Tanpa mereka sadari sedari tadi ada dua pasang mata yang memperhatikan mereka dari kejauhan. Sepasang mata tajam dan dingin melihat sepasang kekasih yang sedang makan bersama. Siapa lagi kalau bukan Ardian dan asisten Gavin?
"apa-apaan laki-laki itu, main peluk cium istri orang sembarangan." geram Ardian dengan kepalan tangannya kuat menahan amarahnya.
Gavin yang tahu sikap marah atasannya, melihat istrinya di cium dan di peluk oleh pria lain di depannya.
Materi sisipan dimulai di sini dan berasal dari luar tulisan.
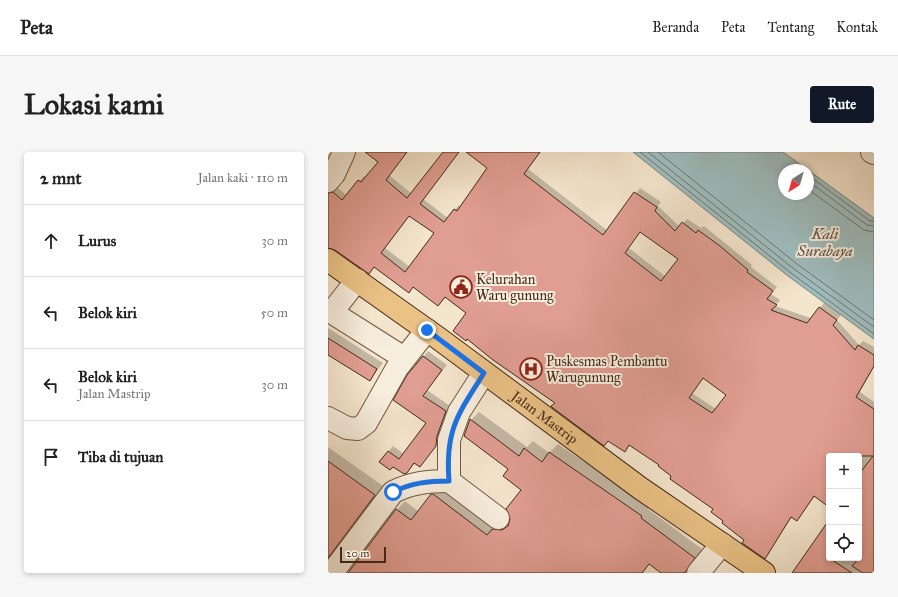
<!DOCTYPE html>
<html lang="id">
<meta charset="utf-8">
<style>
body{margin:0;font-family:"IM FELL Great Primer",serif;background:#f6f6f6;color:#222}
.controls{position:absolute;right:12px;bottom:12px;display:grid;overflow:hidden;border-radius:4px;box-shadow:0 2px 6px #0003}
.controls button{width:36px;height:36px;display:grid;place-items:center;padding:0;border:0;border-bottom:1px solid #e0e0e0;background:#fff;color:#222;font:20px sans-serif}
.compass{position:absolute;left:450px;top:12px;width:36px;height:36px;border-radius:50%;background:#fff;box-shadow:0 2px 6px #0003;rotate:217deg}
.scale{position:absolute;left:12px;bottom:10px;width:46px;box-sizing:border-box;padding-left:4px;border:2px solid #442a19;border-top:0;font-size:11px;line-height:14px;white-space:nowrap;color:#442a19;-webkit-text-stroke:3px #f8eede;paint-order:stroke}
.stop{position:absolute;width:12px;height:12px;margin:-9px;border:3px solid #1a73e8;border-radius:50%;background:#fff}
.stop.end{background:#1a73e8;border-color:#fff;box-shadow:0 1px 4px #0008}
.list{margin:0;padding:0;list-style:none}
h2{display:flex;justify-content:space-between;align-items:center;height:52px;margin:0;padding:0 16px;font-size:17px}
h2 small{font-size:13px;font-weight:400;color:#767676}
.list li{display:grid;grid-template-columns:26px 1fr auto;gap:12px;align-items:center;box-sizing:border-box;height:72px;padding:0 16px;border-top:1px solid #e0e0e0}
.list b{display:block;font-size:15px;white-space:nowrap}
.list p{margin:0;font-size:13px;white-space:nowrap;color:#767676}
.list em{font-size:13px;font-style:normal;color:#767676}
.icon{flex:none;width:22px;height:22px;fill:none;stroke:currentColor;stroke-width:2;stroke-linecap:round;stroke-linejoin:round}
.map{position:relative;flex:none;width:546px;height:421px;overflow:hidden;border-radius:4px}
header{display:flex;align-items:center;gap:24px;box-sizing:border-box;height:56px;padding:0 20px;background:#fff;border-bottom:1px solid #e0e0e0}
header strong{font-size:19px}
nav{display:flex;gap:22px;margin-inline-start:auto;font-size:14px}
.intro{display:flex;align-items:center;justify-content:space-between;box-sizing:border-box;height:96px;padding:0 24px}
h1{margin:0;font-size:28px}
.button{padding:10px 18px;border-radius:4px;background:#111827;color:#fff;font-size:14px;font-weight:700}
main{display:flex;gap:24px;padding:0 24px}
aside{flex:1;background:#fff;border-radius:4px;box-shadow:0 2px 6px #0003}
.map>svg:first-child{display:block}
</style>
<header>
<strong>Peta</strong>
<nav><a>Beranda</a><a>Peta</a><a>Tentang</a><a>Kontak</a></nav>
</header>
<div class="intro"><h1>Lokasi kami</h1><a class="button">Rute</a></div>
<main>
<aside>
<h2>2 mnt<small>Jalan kaki · 110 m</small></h2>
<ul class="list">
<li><svg class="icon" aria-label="ahead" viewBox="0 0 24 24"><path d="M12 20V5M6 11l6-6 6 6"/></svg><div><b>Lurus</b></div><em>30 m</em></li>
<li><svg class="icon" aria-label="left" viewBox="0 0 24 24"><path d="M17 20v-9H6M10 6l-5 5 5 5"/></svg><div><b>Belok kiri</b></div><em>50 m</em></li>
<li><svg class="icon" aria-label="left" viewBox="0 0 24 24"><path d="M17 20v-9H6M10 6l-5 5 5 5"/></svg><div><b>Belok kiri</b><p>Jalan Mastrip</p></div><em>30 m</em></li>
<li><svg class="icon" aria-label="arrive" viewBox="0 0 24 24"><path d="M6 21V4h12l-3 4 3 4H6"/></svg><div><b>Tiba di tujuan</b></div></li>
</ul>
</aside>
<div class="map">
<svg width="546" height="421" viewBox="0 0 546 421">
<rect width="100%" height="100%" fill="#f4e5cd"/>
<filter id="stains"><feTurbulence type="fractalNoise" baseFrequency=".005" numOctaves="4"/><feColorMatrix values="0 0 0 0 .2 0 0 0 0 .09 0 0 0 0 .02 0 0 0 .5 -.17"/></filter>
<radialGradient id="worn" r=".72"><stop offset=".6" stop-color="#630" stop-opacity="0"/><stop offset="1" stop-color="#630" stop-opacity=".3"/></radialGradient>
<polygon fill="#9ebdbf" stroke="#7a827d" points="305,0 455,0 480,18 456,18 456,42 480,42 480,18 546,66 546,187 460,124"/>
<g fill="#0003" fill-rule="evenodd">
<path d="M39 0H79L61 23 84 42 116 0H131L95 47 120 66 131 53 133 55 161 16 139 0H213L200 17 280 79 312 36 333 50 330 54 352 75 359 67 373 76 376 74 424 113 423 115 449 135 443 142 452 148 447 154 483 166 496 151 513 163 509 168 531 193 535 189 546 195V215L532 240 546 250V421H465L501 369V406H531V304H501V354L487 344 469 368 464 365 437 405 397 369 387 357 332 313 302 293 297 298 228 250 140 161 118 145 110 153 86 134 47 114 8 97 0 96V36L6 38 10 36 19 44 36 24 38 26 51 10ZM82 63 107 81 82 115 57 96ZM312 79 351 107 338 125 301 96ZM376 225 399 242 388 257 364 241Z"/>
<polygon points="0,176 55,211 42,228 0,202"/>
<polygon points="100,199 119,213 99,238 122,254 113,288 92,314 87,311 79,320 61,299 65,294 76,302 100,271 80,224"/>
<polygon points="151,260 199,295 205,289 221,301 230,292 322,355 320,357 374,397 366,410 369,421 336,421 322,411 315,421 21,421 69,358 77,349 91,360 112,334 174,369 183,370 194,338 182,317 143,268"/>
<polygon points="0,295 55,334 2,404 0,410"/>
</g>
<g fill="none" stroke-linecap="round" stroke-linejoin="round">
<g stroke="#71746c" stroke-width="1">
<polyline points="312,0 463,121 546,182"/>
<polyline points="320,0 466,117 546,175"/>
<polyline points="330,0 469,112 546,168"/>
<polyline points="480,23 542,69 546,69"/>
<polyline points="480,29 539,73 546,74"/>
<polyline points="480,37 536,78 546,80"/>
</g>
</g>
<g fill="#e09d91" stroke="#442a19" fill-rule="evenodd">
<path d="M37 0H79L58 28 79 46 115 0H131L92 52 116 70 126 57 129 59 159 16 138 0H212L196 22 275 83 306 40 329 55 327 59 347 79 354 70 368 81 370 78 392 94 420 118 419 120 445 139 439 147 449 153 443 158 479 171 491 155 509 168 505 173 527 198 530 193 546 203V214L528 245 546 257V421H535L524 414 531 406V322L545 304H501V355L486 344 469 369 463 365 437 407 414 391 416 388 394 371 395 369 383 360 385 357 342 327 343 324 330 314 331 313 301 293 297 300 280 289 276 294 225 256 223 254 227 251 165 208 139 187 138 189 125 179 138 161 117 145 110 154 85 135 81 141 46 115 41 122 7 98 0 96V41L5 40 14 48 30 28 33 30 50 10ZM81 64 106 81 77 120 53 101ZM312 80 350 107 333 129 297 101ZM375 226 398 243 384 261 361 246Z"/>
<polygon points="0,186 49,217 42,229 0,203"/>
<polygon points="95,204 114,218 95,244 118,259 109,284 108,294 92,315 86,311 79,321 76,322 65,315 62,318 51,310 60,299 71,307 98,271 65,248 79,223"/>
<polygon points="142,267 191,304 196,296 214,310 221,300 314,364 313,366 367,406 358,419 356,421 333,421 321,412 314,421 20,421 68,357 83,368 103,342 105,342 159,383 164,377 174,378 180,374 182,367 178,357 193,338 175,324 180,317 136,284"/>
<polygon points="0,309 47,343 0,406"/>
<polygon points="501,368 501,406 524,421 464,421"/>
</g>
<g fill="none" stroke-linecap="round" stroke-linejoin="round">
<g stroke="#705946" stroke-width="24">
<g id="minor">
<polyline points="544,0 546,1"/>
<polyline points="0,29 6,22 16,0"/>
<polyline points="0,158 76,206"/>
<polyline points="4,160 29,128"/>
<polyline points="0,266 19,276 30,277 38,271 69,216 99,178"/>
<polyline points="121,329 170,366"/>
<path d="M4 421 65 340C83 331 100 329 121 329V288L131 260 156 221"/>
<polyline points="370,421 394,392"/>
</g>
</g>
<g stroke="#442a19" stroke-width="24">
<g id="major">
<path id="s1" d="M0 108 110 186 312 336 436 421"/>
</g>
</g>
<use href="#minor" stroke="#f8eede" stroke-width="22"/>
<use href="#major" stroke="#eac286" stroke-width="22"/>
</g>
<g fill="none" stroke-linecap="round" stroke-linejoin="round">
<path stroke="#1a73e8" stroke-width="5" d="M65 340C83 331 100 329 121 329 117 278 130 262 156 221L99 178"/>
</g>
<defs>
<g id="civic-ring" transform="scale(1.15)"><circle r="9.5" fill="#f8eede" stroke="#8f2418" stroke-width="1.5"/><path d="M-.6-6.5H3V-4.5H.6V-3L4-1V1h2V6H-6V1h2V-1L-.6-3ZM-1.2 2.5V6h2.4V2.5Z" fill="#8f2418"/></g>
<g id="hospital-ring" transform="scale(1.15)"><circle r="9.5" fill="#f8eede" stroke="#8f2418" stroke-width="1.5"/><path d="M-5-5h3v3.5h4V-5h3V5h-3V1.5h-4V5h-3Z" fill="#8f2418"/></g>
</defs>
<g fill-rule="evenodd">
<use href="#civic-ring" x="133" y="135"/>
<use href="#hospital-ring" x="203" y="217"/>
</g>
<g text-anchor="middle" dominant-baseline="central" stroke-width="4" stroke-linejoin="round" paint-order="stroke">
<g font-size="14" fill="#442a19" stroke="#f8eede" text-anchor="start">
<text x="148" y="127">Kelurahan<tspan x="148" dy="16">Waru gunung</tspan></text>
<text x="218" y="209">Puskesmas Pembantu<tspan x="218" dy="16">Warugunung</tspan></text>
</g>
<g font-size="14" fill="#442a19" stroke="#f8eede">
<text stroke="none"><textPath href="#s1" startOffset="268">Jalan Mastrip</textPath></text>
</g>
<g font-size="15" font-style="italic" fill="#5a4f42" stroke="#f8eede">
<text x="497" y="82">Kali<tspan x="497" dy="17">Surabaya</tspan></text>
</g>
</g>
<rect width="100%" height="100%" filter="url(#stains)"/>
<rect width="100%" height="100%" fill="url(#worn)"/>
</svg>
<div class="controls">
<button>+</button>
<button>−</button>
<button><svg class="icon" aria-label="locate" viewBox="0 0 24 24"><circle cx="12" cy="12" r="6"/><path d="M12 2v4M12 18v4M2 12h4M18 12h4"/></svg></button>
</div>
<svg class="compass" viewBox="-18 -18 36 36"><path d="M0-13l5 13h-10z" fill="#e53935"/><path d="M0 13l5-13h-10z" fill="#767676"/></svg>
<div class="scale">20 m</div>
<div class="stop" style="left:65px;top:340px"></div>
<div class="stop end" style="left:99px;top:178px"></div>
</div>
</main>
Tetapi posisi mereka saat ini hanya akan mengawasi.
"tenang tuan…berikan waktu pada nyonya Lusi untuk menyelesaikan masalahnya, bukankan nyonya sudah memberitahukan masalah ini pada tuan?" ungkap Gavin berusaha membuat tenang sang atasan.
Beberapa hari yang lalu Lusi pernah mengatakan akan bertemu Bryan untuk membicarakan masalah hubungan mereka. Dan akan berusaha menyelesaikan tanpa harus ada yang tersakiti. Lusi hanya meminta Ardian tidak ikut campur urusannya tersebut.
"aku tahu…tapi bukan berarti pria itu dengan suka hatinya mencium dan memeluk istri ku begitu saja. " balas Ardian yang sudah terbakar api cemburu melihat kedekatan Bryan dan Lusi
Di tambah lagi senyum bahagia Bryan menambah rasa kesal dan cemburu Ardian meningkat. Tatapan mata Bryan yang lembut penuh cinta pada Lusi, membuat Ardian tidak terima sang istri tercinta di perlakukan mesra seperti itu oleh pria lain di hadapannya.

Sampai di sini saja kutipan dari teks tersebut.